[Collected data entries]
════════════════

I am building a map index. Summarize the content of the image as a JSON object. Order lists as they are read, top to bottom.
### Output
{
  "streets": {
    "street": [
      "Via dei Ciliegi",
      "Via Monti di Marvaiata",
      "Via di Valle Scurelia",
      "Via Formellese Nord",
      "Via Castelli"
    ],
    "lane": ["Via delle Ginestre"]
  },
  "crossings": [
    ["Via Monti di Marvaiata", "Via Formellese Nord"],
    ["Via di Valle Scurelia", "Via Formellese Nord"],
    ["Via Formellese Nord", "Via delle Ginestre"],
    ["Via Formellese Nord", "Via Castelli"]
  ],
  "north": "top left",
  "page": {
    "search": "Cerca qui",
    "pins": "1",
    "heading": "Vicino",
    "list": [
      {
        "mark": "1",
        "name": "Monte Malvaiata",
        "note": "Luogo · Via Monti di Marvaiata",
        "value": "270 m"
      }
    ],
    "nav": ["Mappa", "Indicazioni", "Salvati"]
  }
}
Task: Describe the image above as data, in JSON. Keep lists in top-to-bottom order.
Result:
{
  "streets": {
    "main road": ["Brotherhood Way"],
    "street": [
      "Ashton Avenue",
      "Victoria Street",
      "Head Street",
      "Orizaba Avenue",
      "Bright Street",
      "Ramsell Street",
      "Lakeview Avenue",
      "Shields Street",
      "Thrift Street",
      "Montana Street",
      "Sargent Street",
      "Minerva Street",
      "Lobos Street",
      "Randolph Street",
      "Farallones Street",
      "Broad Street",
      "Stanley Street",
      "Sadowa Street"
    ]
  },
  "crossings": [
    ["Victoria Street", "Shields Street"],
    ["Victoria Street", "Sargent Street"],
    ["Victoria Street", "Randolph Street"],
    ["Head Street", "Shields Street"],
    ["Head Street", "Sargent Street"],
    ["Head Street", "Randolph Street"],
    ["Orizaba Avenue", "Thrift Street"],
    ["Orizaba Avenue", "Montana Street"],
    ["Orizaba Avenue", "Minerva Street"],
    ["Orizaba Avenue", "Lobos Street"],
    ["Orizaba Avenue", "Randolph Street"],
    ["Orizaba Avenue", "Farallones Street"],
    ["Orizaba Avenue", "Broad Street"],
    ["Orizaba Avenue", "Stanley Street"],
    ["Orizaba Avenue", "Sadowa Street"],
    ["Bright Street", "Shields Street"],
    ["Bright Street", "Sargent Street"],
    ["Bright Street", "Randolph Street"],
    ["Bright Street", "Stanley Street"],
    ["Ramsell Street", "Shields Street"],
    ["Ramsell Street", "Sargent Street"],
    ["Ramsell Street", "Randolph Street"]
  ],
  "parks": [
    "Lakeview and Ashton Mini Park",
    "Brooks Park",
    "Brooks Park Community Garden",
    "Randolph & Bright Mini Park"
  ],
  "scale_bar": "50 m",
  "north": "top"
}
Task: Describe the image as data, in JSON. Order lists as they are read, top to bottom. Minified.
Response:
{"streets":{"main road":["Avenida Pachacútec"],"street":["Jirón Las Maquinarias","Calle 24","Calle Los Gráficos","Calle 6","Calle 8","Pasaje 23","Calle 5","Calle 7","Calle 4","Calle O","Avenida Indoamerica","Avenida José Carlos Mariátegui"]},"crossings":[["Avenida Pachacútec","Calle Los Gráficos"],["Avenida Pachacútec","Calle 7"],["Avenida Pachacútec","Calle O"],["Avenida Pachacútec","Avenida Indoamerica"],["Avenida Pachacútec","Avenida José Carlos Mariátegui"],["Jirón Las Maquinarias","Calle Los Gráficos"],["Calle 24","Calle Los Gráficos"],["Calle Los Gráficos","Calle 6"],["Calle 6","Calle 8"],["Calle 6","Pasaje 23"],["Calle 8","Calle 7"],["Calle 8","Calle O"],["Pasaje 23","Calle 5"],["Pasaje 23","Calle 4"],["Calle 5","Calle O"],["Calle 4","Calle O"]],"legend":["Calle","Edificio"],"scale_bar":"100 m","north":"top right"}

════════════════

What is expected
Write the data back out verbatim.

Output below
I am building a map index. Summarize the content of the image as a JSON object. Order lists as they are read, top to bottom.
### Output
{
  "streets": {
    "street": [
      "Via dei Ciliegi",
      "Via Monti di Marvaiata",
      "Via di Valle Scurelia",
      "Via Formellese Nord",
      "Via Castelli"
    ],
    "lane": ["Via delle Ginestre"]
  },
  "crossings": [
    ["Via Monti di Marvaiata", "Via Formellese Nord"],
    ["Via di Valle Scurelia", "Via Formellese Nord"],
    ["Via Formellese Nord", "Via delle Ginestre"],
    ["Via Formellese Nord", "Via Castelli"]
  ],
  "north": "top left",
  "page": {
    "search": "Cerca qui",
    "pins": "1",
    "heading": "Vicino",
    "list": [
      {
        "mark": "1",
        "name": "Monte Malvaiata",
        "note": "Luogo · Via Monti di Marvaiata",
        "value": "270 m"
      }
    ],
    "nav": ["Mappa", "Indicazioni", "Salvati"]
  }
}
Task: Describe the image above as data, in JSON. Keep lists in top-to-bottom order.
Result:
{
  "streets": {
    "main road": ["Brotherhood Way"],
    "street": [
      "Ashton Avenue",
      "Victoria Street",
      "Head Street",
      "Orizaba Avenue",
      "Bright Street",
      "Ramsell Street",
      "Lakeview Avenue",
      "Shields Street",
      "Thrift Street",
      "Montana Street",
      "Sargent Street",
      "Minerva Street",
      "Lobos Street",
      "Randolph Street",
      "Farallones Street",
      "Broad Street",
      "Stanley Street",
      "Sadowa Street"
    ]
  },
  "crossings": [
    ["Victoria Street", "Shields Street"],
    ["Victoria Street", "Sargent Street"],
    ["Victoria Street", "Randolph Street"],
    ["Head Street", "Shields Street"],
    ["Head Street", "Sargent Street"],
    ["Head Street", "Randolph Street"],
    ["Orizaba Avenue", "Thrift Street"],
    ["Orizaba Avenue", "Montana Street"],
    ["Orizaba Avenue", "Minerva Street"],
    ["Orizaba Avenue", "Lobos Street"],
    ["Orizaba Avenue", "Randolph Street"],
    ["Orizaba Avenue", "Farallones Street"],
    ["Orizaba Avenue", "Broad Street"],
    ["Orizaba Avenue", "Stanley Street"],
    ["Orizaba Avenue", "Sadowa Street"],
    ["Bright Street", "Shields Street"],
    ["Bright Street", "Sargent Street"],
    ["Bright Street", "Randolph Street"],
    ["Bright Street", "Stanley Street"],
    ["Ramsell Street", "Shields Street"],
    ["Ramsell Street", "Sargent Street"],
    ["Ramsell Street", "Randolph Street"]
  ],
  "parks": [
    "Lakeview and Ashton Mini Park",
    "Brooks Park",
    "Brooks Park Community Garden",
    "Randolph & Bright Mini Park"
  ],
  "scale_bar": "50 m",
  "north": "top"
}
Task: Describe the image as data, in JSON. Order lists as they are read, top to bottom. Minified.
Response:
{"streets":{"main road":["Avenida Pachacútec"],"street":["Jirón Las Maquinarias","Calle 24","Calle Los Gráficos","Calle 6","Calle 8","Pasaje 23","Calle 5","Calle 7","Calle 4","Calle O","Avenida Indoamerica","Avenida José Carlos Mariátegui"]},"crossings":[["Avenida Pachacútec","Calle Los Gráficos"],["Avenida Pachacútec","Calle 7"],["Avenida Pachacútec","Calle O"],["Avenida Pachacútec","Avenida Indoamerica"],["Avenida Pachacútec","Avenida José Carlos Mariátegui"],["Jirón Las Maquinarias","Calle Los Gráficos"],["Calle 24","Calle Los Gráficos"],["Calle Los Gráficos","Calle 6"],["Calle 6","Calle 8"],["Calle 6","Pasaje 23"],["Calle 8","Calle 7"],["Calle 8","Calle O"],["Pasaje 23","Calle 5"],["Pasaje 23","Calle 4"],["Calle 5","Calle O"],["Calle 4","Calle O"]],"legend":["Calle","Edificio"],"scale_bar":"100 m","north":"top right"}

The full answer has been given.